▶ [Task prompt] From the data below, set down exactly the lines between the one holding "bottom. One line." and the one holding "Transcribe the names and structure of the page", inclusive, and no others.

(Stored data)
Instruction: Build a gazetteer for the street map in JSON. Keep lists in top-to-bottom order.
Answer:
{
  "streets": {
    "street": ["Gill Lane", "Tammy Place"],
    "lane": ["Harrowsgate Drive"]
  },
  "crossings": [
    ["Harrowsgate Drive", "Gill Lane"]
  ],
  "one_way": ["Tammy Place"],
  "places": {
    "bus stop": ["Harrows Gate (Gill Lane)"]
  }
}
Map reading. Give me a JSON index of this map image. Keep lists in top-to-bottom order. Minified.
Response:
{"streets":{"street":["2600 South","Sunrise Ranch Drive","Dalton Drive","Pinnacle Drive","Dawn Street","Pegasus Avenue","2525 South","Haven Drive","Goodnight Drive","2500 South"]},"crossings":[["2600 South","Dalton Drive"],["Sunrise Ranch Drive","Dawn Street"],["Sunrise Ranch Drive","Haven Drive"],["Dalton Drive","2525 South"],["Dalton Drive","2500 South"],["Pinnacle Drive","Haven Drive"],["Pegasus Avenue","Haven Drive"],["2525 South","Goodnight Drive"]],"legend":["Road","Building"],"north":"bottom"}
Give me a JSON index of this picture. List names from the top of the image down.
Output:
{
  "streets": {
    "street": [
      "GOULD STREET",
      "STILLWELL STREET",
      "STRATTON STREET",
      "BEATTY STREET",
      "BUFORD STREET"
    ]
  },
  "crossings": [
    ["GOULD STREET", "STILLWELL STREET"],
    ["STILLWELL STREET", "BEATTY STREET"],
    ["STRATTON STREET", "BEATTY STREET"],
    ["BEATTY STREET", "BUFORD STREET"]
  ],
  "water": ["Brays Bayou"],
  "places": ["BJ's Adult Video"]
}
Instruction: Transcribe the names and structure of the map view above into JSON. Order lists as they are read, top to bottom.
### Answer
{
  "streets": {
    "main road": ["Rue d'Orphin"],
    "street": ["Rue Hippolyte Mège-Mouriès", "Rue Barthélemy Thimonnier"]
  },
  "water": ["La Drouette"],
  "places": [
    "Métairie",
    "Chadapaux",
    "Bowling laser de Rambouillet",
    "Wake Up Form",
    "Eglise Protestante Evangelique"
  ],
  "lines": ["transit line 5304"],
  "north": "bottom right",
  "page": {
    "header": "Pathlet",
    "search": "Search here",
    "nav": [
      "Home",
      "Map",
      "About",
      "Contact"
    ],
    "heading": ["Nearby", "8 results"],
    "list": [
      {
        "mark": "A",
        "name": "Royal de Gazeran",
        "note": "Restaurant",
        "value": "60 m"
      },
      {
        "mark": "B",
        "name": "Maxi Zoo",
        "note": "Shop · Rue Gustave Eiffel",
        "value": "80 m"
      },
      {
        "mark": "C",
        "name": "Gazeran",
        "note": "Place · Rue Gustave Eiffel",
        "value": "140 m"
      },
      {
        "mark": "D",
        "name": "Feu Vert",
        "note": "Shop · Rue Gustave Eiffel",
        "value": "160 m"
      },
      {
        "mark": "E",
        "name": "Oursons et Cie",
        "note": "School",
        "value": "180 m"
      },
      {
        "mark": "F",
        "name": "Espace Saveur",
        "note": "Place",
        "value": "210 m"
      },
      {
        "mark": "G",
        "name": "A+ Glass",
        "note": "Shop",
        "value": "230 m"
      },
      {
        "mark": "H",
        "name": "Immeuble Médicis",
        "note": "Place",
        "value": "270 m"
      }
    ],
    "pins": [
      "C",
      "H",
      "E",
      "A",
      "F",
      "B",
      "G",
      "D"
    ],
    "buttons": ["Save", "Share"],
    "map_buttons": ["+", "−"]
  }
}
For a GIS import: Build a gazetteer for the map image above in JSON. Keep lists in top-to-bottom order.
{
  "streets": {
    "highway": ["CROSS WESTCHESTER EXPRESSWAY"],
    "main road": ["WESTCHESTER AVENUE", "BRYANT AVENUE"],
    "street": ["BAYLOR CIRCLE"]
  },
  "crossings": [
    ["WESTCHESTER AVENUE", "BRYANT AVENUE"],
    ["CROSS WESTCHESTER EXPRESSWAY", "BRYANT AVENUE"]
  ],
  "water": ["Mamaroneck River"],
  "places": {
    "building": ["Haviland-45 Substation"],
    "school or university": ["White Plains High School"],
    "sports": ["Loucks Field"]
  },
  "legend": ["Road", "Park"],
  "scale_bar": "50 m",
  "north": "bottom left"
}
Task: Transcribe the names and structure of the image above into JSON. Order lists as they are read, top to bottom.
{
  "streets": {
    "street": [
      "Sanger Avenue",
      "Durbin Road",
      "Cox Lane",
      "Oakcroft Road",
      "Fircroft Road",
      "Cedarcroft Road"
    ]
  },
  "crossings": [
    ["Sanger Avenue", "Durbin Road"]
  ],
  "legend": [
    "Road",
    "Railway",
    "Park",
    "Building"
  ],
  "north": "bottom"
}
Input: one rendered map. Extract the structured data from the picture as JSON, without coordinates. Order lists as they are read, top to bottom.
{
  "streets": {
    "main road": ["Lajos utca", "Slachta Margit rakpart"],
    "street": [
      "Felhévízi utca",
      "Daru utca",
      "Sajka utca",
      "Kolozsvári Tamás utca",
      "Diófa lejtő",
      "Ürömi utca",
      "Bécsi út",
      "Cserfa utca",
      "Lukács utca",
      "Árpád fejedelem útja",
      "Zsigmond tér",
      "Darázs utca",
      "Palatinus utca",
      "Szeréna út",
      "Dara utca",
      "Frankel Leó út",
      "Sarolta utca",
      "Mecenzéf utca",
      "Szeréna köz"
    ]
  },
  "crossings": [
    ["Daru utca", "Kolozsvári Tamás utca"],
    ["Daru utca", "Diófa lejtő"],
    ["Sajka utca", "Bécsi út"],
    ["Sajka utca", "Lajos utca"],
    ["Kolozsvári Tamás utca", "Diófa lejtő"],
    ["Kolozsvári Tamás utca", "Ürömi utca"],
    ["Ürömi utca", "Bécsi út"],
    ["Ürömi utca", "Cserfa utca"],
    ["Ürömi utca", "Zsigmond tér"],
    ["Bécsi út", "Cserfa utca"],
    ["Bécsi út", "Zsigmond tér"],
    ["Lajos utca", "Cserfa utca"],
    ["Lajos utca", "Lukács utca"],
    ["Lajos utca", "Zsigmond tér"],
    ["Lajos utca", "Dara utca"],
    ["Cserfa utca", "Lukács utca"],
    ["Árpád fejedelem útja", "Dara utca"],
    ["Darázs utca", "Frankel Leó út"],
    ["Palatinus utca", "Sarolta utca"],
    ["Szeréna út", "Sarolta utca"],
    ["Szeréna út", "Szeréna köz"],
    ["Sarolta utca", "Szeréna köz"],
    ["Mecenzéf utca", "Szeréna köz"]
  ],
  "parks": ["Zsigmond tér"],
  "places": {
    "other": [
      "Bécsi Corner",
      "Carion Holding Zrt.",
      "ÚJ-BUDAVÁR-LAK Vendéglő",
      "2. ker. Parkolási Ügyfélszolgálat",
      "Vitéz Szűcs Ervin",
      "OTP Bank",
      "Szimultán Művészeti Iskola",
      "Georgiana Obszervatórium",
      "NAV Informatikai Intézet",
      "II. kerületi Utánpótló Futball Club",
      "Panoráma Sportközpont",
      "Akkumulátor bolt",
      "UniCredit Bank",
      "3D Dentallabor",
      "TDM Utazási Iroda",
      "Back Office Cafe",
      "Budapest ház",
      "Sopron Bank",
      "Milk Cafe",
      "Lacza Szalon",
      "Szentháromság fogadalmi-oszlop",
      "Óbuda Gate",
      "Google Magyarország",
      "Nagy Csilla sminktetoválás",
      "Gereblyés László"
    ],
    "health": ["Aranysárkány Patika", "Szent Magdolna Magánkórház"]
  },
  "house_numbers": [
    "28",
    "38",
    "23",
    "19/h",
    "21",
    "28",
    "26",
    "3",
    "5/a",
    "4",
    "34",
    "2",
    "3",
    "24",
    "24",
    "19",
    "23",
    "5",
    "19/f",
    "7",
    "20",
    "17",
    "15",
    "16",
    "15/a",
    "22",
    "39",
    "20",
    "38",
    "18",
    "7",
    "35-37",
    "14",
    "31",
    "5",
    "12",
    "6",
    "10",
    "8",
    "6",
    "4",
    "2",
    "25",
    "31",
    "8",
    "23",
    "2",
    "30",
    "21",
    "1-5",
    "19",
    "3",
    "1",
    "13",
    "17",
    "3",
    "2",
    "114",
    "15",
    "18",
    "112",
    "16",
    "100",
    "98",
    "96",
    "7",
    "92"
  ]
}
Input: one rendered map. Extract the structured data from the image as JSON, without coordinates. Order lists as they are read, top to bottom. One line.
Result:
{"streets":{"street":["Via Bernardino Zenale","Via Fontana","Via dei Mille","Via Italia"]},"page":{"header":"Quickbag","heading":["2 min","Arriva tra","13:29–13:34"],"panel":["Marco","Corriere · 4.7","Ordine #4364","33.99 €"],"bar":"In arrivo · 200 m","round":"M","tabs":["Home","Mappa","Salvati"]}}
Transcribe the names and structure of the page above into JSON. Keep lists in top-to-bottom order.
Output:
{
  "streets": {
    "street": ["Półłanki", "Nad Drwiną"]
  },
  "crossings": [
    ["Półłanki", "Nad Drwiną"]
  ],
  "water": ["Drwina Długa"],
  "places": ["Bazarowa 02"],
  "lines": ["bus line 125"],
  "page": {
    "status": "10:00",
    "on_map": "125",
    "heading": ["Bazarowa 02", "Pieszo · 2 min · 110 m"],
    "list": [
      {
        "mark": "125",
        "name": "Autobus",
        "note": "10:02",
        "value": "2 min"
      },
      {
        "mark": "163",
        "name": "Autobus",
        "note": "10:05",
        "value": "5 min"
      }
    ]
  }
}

▶ [Answer for this exercise]
Input: one rendered map. Extract the structured data from the image as JSON, without coordinates. Order lists as they are read, top to bottom. One line.
Result:
{"streets":{"street":["Via Bernardino Zenale","Via Fontana","Via dei Mille","Via Italia"]},"page":{"header":"Quickbag","heading":["2 min","Arriva tra","13:29–13:34"],"panel":["Marco","Corriere · 4.7","Ordine #4364","33.99 €"],"bar":"In arrivo · 200 m","round":"M","tabs":["Home","Mappa","Salvati"]}}
Transcribe the names and structure of the page above into JSON. Keep lists in top-to-bottom order.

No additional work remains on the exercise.